2008 was to be his and Sauber’s strongest year, as he remained a factor in the World Championship battle until the penultimate round as BMW Sauber became a real force. After retirement in Melbourne, Kubica wasn’t out of the top four for the next six races, including his famous victory at Canada.

A year on from where he had that infamous accident, Kubica was one of few steady heads in a race more akin to Wacky Races instead of an F1 Grand Prix. After Hamilton had taken both himself and Raikkonen out of the race in the pit lane after a Safety Car, Kubica was promoted to the lead of the Grand Prix once other drivers had pitted.

It was a lead he was not to relinquish, as teammate Nick Heidfeld took second place to complete a memorable 1-2 for BMW Sauber. That result put Kubica level on points with Championship leaders Lewis Hamilton and Massa.

With huge technical changes coming for 2009, Sauber switched their attention to developing 2009’s car shortly after. Kubica was to make the podium twice more with third place at the European Grand Prix where Valencia’s street circuit debuted, and at the Italian Grand at which Vettel took his first victory.

This was to be both his and Sauber’s best season, as 2009 fell well below expectations.

After a late collision with Sebastian Vettel in Australia as they battled for second place, Kubica was to take seven races to score his first points of the season with seventh place in Turkey while Sauber themselves only had six points from six races courtesy of Nick Heidfeld’s third place in the rain-shortened Malaysian Grand Prix.

Kubica was only able to climb to 14th in the World Drivers Championship due to a strong run towards the end of the season, where he scored 15 points from the last 8 races including a second place at the Brazilian Grand Prix (Current points system wasn’t introduced until 2010) in BMW’s final podium in F1, as they pulled out of the sport.

Sauber were to be rescued by Peter Sauber once again and had a solid season in 2010 as a privateer, with Kamui Kobayashi finishing 12th in the standings. Kubica meanwhile joined Renault and comfortably outpaced Vitaly Petrov, on his way to eighth in the standings. He would pick up two podiums in what would tragically be his final season in Formula One.

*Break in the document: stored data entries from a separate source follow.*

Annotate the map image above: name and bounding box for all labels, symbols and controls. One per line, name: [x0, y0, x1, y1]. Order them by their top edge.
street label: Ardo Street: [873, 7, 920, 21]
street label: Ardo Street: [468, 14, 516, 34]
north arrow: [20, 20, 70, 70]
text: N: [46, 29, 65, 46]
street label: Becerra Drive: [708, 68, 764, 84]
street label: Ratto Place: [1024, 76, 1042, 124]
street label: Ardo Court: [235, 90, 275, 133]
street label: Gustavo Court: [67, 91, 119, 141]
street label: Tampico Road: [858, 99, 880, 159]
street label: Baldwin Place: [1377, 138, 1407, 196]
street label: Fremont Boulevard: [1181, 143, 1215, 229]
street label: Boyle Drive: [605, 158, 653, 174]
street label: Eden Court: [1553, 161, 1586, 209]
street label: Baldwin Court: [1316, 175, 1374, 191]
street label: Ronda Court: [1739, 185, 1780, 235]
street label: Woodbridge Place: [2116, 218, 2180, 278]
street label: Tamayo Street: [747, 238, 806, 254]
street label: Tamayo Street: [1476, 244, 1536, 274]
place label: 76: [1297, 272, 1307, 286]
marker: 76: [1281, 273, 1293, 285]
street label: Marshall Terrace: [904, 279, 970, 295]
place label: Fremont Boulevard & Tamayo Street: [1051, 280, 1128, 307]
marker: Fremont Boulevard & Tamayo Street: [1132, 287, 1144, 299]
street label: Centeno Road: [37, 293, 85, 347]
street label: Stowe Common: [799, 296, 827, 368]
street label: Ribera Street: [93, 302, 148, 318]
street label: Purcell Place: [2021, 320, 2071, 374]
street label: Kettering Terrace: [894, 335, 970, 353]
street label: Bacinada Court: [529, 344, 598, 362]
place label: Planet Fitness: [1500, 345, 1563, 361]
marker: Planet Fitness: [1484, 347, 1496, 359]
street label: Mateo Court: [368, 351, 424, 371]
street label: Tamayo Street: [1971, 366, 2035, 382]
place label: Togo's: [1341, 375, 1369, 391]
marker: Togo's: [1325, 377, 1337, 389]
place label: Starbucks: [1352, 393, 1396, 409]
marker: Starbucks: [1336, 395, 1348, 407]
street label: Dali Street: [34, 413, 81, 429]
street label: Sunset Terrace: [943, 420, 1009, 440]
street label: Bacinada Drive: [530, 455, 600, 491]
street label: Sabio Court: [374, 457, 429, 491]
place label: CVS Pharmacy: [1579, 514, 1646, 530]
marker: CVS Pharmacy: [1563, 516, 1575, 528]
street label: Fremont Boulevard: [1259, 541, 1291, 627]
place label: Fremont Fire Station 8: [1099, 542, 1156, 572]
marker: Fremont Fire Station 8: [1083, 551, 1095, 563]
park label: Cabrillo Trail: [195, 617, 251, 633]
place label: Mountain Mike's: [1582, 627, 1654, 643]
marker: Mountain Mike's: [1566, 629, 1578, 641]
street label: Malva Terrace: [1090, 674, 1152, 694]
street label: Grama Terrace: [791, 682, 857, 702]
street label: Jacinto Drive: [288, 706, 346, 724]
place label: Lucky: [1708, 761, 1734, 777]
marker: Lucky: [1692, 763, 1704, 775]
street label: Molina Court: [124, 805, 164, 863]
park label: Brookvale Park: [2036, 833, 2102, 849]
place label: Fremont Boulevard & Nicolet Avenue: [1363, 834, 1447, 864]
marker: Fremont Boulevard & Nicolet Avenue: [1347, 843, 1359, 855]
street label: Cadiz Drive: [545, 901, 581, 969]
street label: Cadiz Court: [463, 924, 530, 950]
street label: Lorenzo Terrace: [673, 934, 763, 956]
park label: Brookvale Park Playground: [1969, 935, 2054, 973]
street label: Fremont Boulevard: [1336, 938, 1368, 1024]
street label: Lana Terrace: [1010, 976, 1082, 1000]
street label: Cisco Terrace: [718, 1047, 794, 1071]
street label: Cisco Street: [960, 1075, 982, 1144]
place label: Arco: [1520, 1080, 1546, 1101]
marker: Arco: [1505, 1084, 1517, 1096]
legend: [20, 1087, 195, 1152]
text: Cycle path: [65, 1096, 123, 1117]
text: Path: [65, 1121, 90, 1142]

In February of 2011, Kubica was taking part in a rally close to his home in Italy when on the first stage, he crashed heavily into a barrier, which penetrated the cockpit and struck him. He suffered a broken shoulder, arm and leg and lost part of his right forearm and damaged his right hand. In April of that year, he was released from hospital in Italy to continue his recovery, although a return to Formula One was a tall order despite successful use of the Mercedes F1 team’s simulator.

It wasn’t to be until 2013 that Kubica gave up on a return to Formula One, citing limited functionality of his right hand in tight open wheel cockpits. Kubica now competes in the World Rally Championship, having won the second tier of the Championship in 2013.

A man once considered by Ferrari to lead their Championship charge, Kubica is a driver that had a more than promising career in Formula One cut short by the ruthless business that is motorsport. The Pole will be remembered for his speed, courage, late-braking and ultimately the potential that was left unfulfilled.

In a different world, through Kubica, Sauber would have produced another World Champion.